# SS 25.12.21 - Price #3



## Mika (Jul 24, 2009)

A continuation of the Saturday Symphonies Tradition:

Welcome to another weekend of symphonic listening!

For your listening pleasure this weekend:

Florence Price (1887 - 1953)

Symphony No. 3 in C minor

I. Andante
II. Andante ma non troppo
III. Juba: Allegro
IV. Scherzo: Finale

---------------------

Post what recording you are going to listen to giving details of Orchestra / Conductor / Chorus / Soloists etc - Enjoy!


----------



## Mika (Jul 24, 2009)

Merry Christmas! I have listed a lot Florence recently. Her third symphony seems to be popular. There aren't too many symphonies written by women around. There aren't too many symphonies written by black people either. Here we have both in same package. Hope you you like this and Happy New Year.


----------



## Haydn man (Jan 25, 2014)

Merry Christmas everyone 
I shall join in sometime in the next 2 days with the DG recording via Spotify


----------



## Art Rock (Nov 28, 2009)

Florence Price: The Oak, Mississippi River; Symphony No. 3 (The Women's Philharmonic, Apo Hsu, Koch)

I have this CD. If I have time, I'll spin it.


----------



## Rogerx (Apr 27, 2018)

I will go with this one.


----------



## HenryPenfold (Apr 29, 2018)

Bought the DG release a few weeks ago, already have a Naxos. Not totally smitten - will try again over the next few days ......


----------



## CnC Bartok (Jun 5, 2017)

Really enjoying everything I have heard from Florence Price, even if it's not exactly the most earth-shatteringly powerful or original stuff.
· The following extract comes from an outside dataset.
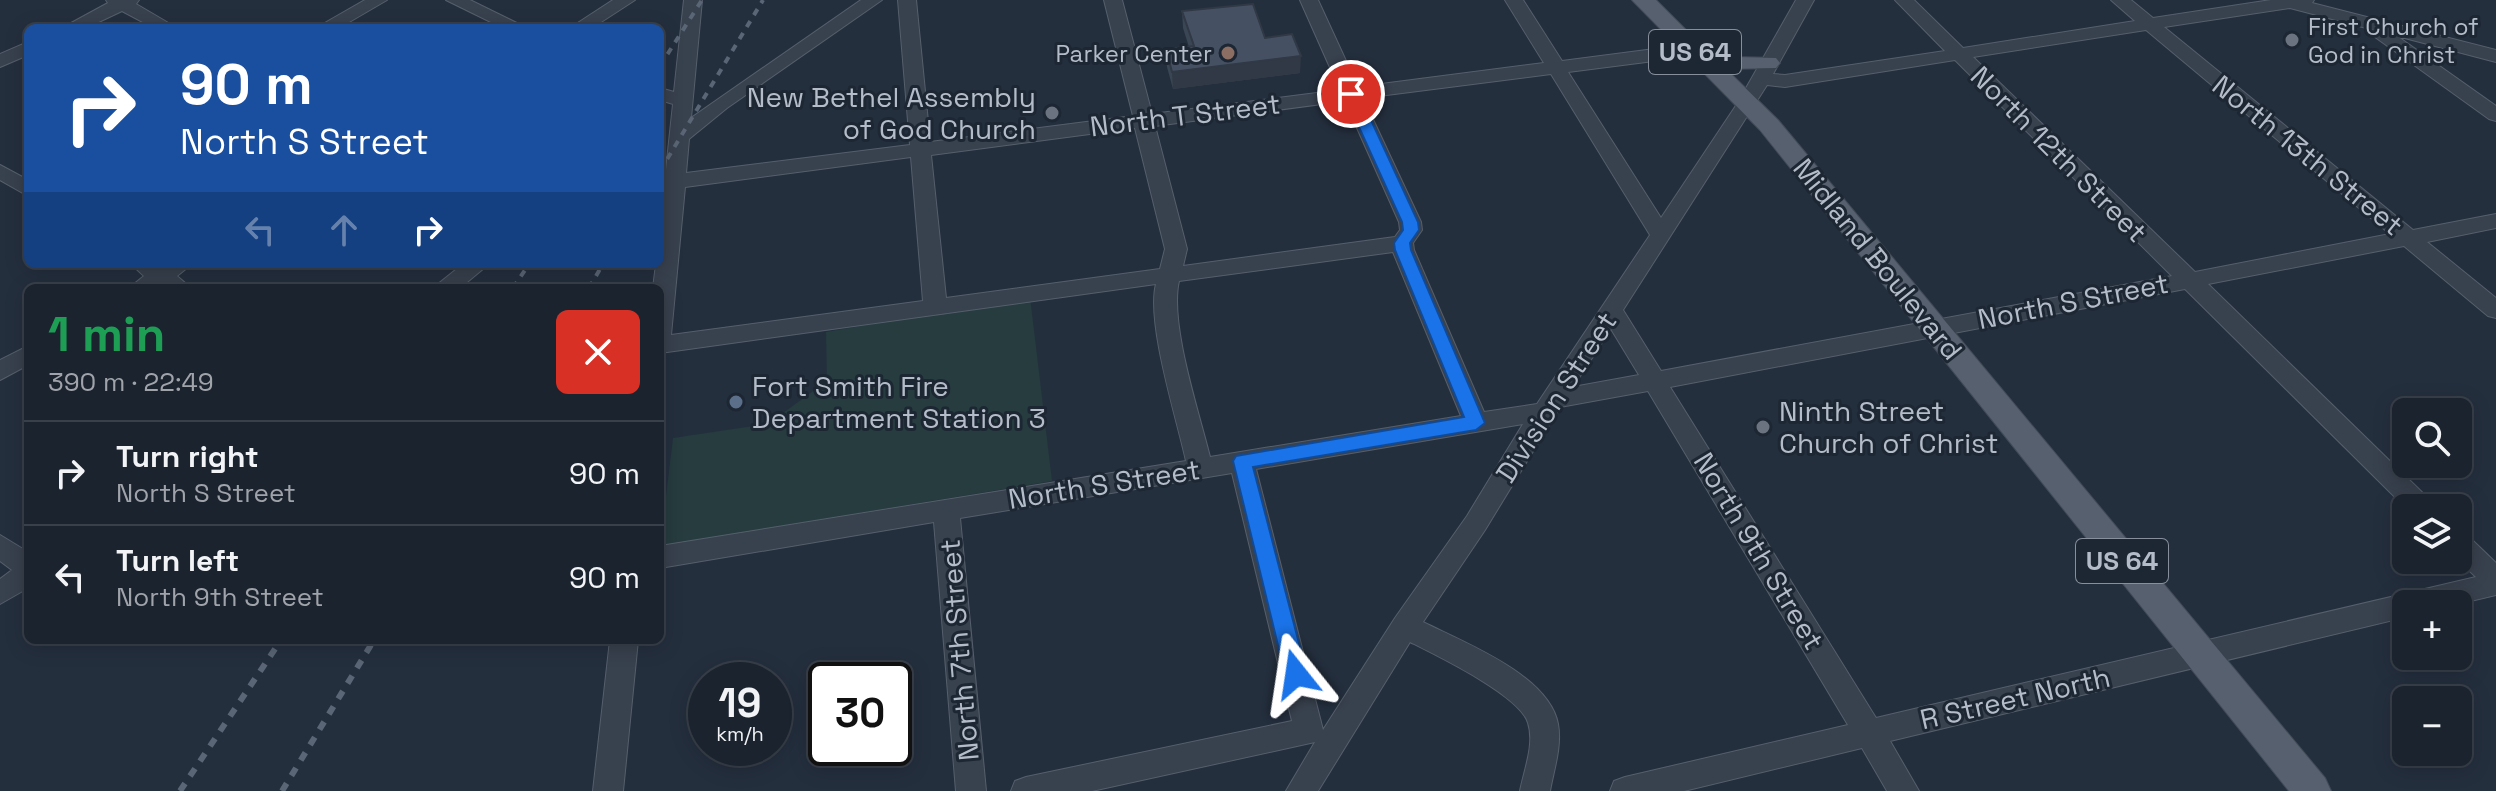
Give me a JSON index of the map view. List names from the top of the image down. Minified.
{"streets":{"main road":["US 64","Midland Boulevard"],"street":["North T Street","North 12th Street","North 13th Street","North S Street","Division Street","North 9th Street","North 7th Street","R Street North"]},"crossings":[["North T Street","Midland Boulevard"],["North 12th Street","North S Street"],["North 13th Street","North S Street"],["Midland Boulevard","North S Street"],["Midland Boulevard","Division Street"],["Midland Boulevard","R Street North"],["North S Street","Division Street"],["North S Street","North 9th Street"],["North S Street","North 7th Street"],["Division Street","North 9th Street"],["North 9th Street","R Street North"]],"places":["First Church of God in Christ","Parker Center","New Bethel Assembly of God Church","Fort Smith Fire Department Station 3","Ninth Street Church of Christ"],"page":{"turn":["90 m","North S Street"],"heading":["1 min","390 m · 22:49"],"map_buttons":["+","−"],"list":[{"name":"Turn right","note":"North S Street","value":"90 m"},{"name":"Turn left","note":"North 9th Street","value":"90 m"}],"speed":"19 km/h","limit":"30"}}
I have the physical DGG on order, but also have ir in my Presto Library, so will listen to that.


----------



## cougarjuno (Jul 1, 2012)

I enjoy Price's music. The folk-centered approach to her compositions is quite engaging. I also have the Women's Philharmonic version. There are some interesting violin concertos by her also.


----------



## mbhaub (Dec 2, 2016)

Hurwitz raved about the Naxos recording, declaring the symphony a masterpiece. I've given it a listen several times and am not convinced one bit. Maybe her music was forgotten for a reason. I'm game though: will listen to symphonies 1, 3, 4 and see if her status rises any.


----------



## Heck148 (Oct 27, 2016)

I've listened to the Price #3 a few times... it's ok, but a bit bland overall. the orchestration is not very interesting.


----------



## HenryPenfold (Apr 29, 2018)

I remain un-smitten. 2 spins, DG & Naxos. I think she may have had friends in high places.


----------



## Animal the Drummer (Nov 14, 2015)

Same here, I'm afraid. I find her music never less than pleasant but seldom more than that.


----------



## HenryPenfold (Apr 29, 2018)

Yes, the worst music purchase I made this year (wish I hadn't bought the Hi-Res download, if I'd bought the CD, I could have sold it on, or given it away).


----------



## Rogerx (Apr 27, 2018)

HenryPenfold said:


> I remain un-smitten. 2 spins, DG & Naxos. I think she may have had friends in high places.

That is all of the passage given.